◆ **WHAT THE TASK ASKS**
Filter out all lines without the word "water" from the data below, please, and copy the rest.

◆ **RECORDS SUPPLIED**
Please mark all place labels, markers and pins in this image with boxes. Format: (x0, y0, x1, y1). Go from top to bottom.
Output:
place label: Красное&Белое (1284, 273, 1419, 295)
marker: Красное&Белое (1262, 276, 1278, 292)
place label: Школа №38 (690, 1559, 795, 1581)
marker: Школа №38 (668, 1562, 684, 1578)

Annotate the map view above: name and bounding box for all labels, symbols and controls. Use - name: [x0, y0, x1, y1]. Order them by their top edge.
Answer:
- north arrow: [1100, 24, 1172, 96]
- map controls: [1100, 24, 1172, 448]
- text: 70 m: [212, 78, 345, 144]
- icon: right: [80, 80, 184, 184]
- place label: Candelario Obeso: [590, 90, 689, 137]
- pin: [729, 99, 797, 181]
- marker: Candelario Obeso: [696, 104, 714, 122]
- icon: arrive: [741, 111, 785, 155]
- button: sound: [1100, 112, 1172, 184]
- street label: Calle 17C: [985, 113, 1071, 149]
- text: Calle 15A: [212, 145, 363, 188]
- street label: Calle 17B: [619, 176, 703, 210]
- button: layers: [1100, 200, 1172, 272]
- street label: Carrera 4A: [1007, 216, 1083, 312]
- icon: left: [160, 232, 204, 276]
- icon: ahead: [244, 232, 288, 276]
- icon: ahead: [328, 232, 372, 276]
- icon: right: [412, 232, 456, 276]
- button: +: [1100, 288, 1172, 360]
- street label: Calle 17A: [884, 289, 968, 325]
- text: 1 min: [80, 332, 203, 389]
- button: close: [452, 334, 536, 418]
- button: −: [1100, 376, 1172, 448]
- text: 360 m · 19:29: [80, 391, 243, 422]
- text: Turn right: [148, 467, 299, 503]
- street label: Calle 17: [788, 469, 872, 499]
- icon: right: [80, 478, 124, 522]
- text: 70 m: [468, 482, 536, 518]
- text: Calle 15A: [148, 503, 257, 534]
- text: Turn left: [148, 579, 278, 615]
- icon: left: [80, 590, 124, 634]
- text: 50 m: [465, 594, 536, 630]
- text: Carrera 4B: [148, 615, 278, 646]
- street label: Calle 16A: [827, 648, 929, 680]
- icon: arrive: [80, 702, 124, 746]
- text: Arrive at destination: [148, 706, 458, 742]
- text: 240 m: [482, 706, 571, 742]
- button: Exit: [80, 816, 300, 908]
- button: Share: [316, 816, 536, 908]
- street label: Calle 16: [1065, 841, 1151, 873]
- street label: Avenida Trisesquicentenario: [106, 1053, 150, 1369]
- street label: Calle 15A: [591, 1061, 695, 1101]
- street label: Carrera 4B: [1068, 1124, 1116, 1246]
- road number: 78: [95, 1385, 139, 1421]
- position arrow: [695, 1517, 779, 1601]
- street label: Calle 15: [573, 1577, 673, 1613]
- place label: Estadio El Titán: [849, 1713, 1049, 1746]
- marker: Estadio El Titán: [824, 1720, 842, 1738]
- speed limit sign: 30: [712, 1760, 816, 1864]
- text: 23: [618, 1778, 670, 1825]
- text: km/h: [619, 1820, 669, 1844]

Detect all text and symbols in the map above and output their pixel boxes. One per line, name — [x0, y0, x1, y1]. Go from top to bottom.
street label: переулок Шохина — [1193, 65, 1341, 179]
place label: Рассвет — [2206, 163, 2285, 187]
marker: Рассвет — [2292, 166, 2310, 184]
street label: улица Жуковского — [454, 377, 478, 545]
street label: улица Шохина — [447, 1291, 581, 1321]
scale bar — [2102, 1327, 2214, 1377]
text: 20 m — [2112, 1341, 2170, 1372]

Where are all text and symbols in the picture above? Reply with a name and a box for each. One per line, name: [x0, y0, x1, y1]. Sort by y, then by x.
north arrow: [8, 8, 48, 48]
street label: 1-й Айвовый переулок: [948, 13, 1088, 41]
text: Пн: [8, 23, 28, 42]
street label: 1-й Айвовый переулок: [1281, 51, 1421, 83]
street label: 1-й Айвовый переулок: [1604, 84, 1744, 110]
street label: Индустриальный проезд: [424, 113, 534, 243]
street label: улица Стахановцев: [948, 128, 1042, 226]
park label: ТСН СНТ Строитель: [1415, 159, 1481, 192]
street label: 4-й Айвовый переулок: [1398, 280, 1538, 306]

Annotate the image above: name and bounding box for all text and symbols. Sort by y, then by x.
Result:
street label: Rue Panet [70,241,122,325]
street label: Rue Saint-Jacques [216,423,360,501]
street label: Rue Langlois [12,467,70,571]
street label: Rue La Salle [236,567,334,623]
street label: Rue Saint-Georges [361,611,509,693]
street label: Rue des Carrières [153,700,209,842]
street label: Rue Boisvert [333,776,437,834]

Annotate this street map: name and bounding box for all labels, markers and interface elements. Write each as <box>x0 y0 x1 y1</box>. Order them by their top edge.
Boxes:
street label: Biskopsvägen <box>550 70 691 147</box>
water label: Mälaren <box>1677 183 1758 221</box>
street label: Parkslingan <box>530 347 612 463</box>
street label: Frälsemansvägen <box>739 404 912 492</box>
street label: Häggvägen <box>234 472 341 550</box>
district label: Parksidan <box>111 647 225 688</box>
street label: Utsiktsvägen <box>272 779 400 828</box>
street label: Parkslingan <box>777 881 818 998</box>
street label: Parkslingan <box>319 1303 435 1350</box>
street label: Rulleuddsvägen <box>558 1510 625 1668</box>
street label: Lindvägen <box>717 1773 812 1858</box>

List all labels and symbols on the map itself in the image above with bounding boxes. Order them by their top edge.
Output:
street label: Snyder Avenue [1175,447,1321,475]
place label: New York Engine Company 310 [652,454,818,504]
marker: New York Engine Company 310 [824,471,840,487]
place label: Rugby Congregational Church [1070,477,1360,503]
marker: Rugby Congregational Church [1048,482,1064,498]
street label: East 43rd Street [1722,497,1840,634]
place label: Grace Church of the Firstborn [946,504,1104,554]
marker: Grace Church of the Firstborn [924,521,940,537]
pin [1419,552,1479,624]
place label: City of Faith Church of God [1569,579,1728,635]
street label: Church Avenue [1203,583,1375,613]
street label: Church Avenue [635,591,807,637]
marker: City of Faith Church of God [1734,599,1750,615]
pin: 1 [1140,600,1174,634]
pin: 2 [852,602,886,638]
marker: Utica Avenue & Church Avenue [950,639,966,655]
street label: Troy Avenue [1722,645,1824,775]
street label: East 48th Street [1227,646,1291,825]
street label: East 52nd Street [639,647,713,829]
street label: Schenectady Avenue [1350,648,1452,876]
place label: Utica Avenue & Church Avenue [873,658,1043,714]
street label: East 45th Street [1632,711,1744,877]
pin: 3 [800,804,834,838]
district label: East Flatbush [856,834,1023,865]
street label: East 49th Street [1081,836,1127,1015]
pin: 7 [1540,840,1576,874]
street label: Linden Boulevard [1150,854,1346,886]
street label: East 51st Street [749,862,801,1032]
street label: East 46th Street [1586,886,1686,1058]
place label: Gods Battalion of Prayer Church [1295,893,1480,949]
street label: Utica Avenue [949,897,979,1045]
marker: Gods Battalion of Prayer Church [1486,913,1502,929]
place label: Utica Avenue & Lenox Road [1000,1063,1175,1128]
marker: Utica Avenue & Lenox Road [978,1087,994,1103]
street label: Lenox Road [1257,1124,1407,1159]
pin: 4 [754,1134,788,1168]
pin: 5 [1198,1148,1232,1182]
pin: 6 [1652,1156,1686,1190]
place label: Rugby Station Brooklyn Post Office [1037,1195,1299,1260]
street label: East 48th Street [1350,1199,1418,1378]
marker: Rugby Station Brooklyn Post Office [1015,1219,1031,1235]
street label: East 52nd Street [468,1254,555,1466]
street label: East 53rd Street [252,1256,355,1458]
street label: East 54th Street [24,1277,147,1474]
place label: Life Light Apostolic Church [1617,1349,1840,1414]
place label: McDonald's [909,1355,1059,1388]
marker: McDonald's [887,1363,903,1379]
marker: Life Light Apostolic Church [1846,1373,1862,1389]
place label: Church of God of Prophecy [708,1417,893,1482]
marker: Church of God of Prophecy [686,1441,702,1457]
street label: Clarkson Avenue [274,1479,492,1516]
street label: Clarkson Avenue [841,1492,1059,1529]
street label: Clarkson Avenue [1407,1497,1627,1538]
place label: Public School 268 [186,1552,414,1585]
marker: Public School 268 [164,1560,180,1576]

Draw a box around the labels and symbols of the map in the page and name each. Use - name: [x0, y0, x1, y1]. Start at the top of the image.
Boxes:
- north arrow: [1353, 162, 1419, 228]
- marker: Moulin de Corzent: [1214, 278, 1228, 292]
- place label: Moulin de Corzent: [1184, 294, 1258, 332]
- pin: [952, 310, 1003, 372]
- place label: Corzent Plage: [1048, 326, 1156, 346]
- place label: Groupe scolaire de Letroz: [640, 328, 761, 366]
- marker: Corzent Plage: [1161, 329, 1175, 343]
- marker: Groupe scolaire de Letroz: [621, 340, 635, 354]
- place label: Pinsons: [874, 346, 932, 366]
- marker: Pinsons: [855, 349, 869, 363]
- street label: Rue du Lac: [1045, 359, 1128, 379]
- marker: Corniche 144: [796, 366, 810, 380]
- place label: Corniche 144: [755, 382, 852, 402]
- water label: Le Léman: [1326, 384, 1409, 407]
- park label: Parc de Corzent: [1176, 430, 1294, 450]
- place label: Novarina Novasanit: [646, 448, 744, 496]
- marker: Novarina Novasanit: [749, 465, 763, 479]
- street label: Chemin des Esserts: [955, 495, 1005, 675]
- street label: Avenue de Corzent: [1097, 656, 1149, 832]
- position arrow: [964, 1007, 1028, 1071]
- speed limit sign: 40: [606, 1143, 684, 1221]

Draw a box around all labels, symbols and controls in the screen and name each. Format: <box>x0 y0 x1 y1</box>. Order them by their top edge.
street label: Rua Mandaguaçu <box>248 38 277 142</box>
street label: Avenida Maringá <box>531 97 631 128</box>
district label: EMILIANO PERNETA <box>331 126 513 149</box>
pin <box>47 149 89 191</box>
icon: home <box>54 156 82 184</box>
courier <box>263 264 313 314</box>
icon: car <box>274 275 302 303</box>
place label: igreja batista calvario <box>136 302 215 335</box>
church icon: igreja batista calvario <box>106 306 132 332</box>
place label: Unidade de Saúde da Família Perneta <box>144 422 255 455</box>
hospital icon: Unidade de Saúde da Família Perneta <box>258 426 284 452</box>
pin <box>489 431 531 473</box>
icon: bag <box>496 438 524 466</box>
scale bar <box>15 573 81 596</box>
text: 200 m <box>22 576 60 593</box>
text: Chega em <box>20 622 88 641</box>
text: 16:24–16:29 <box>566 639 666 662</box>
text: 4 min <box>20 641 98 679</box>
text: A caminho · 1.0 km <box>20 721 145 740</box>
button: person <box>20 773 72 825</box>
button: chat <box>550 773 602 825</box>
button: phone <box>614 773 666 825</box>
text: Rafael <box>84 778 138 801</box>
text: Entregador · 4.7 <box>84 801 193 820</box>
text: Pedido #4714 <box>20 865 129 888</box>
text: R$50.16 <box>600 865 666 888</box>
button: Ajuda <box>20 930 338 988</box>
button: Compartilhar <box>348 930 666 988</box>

◆ **SOLUTION FOR THIS TASK**
water label: Mälaren <box>1677 183 1758 221</box>
- water label: Le Léman: [1326, 384, 1409, 407]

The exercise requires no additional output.